Triplex Confinium has achieved brand status within our schools and even further. During the implementation period, we reached 7753 unique visitors on our page and about 400 students from outside the partnership during physical events.
Our project report, summited upon official completion of our partnership implementation period, received 90 points out of 100 from the independent evaluator employed by the National Agency. This granted our project a Good Practice badge on the European Project Results Platform, that encourages us to further explore our partnership using our sustainability scenarios.
The initiative embraces Complexity and Sustainability by looking at problems from various vantage points and through different epistemic lenses- multidisciplinar methodology. The on-site workshops and territorial explorations were designed as opportunities for finding various problems within and in relation to strategic site. The mosaic structure of the parallel workshops allowed participants to critically evaluate the results of these various research methodologies. The Think Brick! competition brief itself did not ask for a particular solution or architectural program but rather encouraged a critical approach of the site, leaving all options open for debate.

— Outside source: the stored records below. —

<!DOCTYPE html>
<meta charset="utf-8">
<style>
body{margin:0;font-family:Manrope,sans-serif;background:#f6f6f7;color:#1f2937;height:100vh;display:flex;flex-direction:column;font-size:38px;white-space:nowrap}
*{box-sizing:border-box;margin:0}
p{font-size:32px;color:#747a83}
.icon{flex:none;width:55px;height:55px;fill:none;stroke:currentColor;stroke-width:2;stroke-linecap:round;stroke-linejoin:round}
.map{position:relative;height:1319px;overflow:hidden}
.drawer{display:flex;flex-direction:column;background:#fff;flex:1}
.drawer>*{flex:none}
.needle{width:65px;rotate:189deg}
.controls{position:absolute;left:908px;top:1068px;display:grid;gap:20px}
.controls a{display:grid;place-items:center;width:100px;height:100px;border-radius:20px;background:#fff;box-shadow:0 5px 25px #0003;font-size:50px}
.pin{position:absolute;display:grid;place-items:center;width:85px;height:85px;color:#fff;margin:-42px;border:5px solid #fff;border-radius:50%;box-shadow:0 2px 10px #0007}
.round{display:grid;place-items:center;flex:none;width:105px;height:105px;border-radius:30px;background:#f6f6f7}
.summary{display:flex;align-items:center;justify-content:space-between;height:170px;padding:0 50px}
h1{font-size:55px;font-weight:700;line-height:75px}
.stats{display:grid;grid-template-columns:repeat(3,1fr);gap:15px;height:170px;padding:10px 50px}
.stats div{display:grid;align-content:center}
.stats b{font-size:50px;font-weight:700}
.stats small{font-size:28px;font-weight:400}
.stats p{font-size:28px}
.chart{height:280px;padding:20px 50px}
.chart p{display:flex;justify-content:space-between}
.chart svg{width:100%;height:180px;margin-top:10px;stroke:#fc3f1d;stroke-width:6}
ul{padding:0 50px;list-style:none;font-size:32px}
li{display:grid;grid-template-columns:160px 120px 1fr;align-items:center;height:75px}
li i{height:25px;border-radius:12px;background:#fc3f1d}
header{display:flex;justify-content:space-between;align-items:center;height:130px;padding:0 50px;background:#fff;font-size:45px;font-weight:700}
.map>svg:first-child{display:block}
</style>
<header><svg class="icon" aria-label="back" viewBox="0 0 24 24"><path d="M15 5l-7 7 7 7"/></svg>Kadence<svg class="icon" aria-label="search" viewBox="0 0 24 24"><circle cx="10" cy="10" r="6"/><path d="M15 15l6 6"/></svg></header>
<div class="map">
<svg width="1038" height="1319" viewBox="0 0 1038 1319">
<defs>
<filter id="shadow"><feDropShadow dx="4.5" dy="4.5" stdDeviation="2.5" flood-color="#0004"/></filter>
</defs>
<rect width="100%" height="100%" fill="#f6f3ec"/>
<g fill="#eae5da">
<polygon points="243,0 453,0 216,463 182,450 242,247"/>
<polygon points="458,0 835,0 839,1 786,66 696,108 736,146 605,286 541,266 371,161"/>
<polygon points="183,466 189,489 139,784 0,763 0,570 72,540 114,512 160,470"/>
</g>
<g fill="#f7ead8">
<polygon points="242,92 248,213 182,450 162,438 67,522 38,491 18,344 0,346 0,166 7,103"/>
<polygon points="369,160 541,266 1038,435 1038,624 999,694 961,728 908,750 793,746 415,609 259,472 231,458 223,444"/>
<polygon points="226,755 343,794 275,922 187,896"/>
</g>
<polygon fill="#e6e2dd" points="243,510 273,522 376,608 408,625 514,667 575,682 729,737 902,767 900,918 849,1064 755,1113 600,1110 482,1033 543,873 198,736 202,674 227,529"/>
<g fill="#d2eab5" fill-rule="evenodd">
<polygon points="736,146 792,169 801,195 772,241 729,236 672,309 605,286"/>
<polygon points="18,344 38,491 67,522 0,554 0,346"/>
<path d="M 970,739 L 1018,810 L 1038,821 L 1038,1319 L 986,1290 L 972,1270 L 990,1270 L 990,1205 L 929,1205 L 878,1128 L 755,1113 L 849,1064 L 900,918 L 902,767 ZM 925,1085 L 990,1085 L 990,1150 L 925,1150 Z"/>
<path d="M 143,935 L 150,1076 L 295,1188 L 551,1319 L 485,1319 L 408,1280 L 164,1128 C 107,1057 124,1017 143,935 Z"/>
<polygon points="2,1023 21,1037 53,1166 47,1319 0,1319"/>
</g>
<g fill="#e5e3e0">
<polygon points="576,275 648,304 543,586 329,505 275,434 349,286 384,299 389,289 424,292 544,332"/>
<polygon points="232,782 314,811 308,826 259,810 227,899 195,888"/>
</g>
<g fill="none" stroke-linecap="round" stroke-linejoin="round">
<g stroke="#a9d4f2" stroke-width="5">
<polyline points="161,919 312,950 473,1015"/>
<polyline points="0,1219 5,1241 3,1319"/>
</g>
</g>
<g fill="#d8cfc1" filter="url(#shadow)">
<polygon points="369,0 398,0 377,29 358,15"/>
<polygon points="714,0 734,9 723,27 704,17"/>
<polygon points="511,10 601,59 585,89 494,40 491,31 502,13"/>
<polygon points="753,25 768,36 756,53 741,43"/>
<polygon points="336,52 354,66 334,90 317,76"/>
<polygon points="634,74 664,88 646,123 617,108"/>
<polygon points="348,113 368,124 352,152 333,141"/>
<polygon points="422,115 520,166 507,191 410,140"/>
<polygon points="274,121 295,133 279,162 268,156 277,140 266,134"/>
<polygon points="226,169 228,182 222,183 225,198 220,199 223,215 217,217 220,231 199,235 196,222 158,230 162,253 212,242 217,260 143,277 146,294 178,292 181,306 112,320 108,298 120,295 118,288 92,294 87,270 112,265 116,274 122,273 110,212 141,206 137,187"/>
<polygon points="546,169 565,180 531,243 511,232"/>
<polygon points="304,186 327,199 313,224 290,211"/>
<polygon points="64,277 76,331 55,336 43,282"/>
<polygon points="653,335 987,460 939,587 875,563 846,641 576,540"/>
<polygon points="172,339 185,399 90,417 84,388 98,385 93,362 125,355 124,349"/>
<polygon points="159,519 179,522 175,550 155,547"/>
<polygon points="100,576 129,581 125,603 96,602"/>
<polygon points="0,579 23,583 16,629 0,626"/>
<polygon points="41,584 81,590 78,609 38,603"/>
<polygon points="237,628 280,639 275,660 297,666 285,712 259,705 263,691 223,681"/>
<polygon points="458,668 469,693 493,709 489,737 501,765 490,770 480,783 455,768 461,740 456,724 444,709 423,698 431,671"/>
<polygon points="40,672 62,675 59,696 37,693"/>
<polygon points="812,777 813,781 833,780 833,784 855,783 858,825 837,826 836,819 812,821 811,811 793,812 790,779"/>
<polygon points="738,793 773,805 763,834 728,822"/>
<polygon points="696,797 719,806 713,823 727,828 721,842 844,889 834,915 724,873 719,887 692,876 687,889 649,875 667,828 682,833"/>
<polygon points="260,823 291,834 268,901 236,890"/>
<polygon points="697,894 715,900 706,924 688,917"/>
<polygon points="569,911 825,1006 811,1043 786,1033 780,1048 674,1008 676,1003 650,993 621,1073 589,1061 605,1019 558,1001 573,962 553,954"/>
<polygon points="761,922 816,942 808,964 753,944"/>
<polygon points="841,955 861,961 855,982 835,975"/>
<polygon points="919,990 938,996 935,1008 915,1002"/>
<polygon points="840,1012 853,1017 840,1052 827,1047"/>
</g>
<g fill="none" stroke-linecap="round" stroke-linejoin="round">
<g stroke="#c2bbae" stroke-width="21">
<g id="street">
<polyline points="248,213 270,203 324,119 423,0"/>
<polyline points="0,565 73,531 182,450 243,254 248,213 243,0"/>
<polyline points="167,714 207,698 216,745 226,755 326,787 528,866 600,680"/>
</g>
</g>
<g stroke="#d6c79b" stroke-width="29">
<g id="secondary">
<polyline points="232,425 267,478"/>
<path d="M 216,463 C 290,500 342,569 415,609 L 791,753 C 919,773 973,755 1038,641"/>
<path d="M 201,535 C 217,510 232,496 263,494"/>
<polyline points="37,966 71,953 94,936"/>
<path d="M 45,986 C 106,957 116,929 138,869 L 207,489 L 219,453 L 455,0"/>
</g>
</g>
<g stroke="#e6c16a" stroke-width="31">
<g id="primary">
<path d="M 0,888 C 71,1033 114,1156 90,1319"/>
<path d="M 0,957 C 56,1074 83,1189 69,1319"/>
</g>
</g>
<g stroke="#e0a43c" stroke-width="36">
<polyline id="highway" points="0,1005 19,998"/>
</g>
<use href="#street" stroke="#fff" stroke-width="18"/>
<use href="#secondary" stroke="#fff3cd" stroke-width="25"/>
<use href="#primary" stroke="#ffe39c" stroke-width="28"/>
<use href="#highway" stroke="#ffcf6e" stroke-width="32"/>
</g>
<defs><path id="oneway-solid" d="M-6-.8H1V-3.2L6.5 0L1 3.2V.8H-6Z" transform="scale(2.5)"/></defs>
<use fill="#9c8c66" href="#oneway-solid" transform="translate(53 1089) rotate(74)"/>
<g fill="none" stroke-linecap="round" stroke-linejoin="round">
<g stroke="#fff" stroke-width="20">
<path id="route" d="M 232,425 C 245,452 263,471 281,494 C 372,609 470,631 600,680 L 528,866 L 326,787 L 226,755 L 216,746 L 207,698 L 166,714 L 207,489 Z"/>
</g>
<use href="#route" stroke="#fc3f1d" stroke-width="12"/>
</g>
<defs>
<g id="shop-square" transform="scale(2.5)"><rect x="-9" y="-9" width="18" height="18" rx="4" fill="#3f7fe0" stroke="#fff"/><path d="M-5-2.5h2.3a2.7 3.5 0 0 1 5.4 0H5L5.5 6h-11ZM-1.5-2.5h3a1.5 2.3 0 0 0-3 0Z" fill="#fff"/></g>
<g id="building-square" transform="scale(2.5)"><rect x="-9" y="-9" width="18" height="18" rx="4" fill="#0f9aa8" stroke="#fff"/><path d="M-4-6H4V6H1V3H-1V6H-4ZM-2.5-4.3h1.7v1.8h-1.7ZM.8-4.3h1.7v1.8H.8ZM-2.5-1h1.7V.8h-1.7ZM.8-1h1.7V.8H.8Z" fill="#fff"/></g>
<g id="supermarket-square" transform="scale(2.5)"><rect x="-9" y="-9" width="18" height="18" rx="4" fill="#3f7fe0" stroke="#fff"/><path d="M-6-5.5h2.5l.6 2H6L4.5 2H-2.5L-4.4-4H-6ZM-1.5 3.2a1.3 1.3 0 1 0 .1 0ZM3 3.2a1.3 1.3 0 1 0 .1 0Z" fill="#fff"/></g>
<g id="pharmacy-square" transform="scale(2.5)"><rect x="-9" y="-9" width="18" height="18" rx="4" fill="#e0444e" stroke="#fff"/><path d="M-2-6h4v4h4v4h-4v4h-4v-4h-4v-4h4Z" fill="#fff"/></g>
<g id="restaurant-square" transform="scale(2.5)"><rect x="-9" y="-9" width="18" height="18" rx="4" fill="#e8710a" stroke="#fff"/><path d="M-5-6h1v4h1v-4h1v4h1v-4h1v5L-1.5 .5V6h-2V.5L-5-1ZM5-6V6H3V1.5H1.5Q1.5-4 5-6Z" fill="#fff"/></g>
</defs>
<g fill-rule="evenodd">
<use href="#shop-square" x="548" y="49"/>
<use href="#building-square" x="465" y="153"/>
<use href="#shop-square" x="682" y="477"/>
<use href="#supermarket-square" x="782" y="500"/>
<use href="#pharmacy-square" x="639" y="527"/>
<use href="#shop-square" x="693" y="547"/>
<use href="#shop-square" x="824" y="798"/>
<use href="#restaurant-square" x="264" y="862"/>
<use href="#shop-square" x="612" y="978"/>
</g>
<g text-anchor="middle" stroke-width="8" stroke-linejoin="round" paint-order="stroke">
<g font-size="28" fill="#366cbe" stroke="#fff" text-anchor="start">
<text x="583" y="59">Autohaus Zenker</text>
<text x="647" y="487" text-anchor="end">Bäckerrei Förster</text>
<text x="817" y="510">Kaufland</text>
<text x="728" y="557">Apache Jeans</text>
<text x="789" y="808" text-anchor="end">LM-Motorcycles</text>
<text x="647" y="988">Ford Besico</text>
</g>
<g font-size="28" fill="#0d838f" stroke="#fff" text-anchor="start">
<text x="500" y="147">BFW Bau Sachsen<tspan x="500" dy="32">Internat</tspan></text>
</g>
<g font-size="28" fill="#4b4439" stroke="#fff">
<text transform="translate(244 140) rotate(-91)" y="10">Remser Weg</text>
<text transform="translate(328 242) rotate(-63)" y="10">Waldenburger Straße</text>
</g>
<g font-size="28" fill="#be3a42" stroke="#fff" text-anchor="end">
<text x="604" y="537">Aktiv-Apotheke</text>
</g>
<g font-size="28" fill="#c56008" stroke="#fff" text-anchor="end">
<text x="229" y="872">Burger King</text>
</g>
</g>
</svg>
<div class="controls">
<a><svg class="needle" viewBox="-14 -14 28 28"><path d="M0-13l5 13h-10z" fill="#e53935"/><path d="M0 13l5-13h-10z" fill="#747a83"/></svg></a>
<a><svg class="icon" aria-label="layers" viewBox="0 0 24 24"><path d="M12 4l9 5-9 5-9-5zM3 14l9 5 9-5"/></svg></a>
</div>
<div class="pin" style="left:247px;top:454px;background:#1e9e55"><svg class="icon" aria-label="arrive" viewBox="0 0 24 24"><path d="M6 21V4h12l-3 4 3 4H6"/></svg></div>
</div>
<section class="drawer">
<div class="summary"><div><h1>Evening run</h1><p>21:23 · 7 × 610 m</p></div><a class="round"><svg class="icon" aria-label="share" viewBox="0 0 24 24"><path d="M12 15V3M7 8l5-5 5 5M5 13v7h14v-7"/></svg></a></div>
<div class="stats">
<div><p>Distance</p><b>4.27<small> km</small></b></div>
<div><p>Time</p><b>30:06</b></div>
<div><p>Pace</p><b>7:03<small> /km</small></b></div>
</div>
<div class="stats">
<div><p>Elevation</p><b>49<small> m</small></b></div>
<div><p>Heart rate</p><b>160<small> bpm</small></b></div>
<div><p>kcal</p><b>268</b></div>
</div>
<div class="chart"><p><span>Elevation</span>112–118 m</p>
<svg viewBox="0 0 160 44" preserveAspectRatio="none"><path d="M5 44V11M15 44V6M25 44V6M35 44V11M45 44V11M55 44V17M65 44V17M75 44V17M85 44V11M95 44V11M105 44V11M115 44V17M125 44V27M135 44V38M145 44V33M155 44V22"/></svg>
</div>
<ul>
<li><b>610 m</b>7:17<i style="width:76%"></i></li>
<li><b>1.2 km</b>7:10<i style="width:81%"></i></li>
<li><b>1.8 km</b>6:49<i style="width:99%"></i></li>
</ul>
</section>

Within this complex methodology partners were able to manifest their adherence to various sustainability concepts: the sustainability and present dau relevance of the local building traditions a material, the importance of established natural ecosystems even within atrophic landscapes, the cultural resilience of identity narratives even when no real functional basis still exists for them.
Having all these in mind, partners encouraged learners and local actors to act accordingly, highlighting their real political agency within procedures often simulated if not skipped entirely. Both of the groups were able to understand the methodology and results of participatory action research. Students learned that there is a whole world of needs and desires outside of their narrative predisposition while local actors brushed with the idea of having not only a greater say in what is designed but in what to ask from planning in terms of quality.
This led both groups to envision a more sustainable future for the region and its Baukultur. Within it, local actors are aware of their cultural relevance and know how to demand value from planning strategies affecting their everyday spaces, while architects fully embrace their role of problem seekers and active initiators of processes and projects.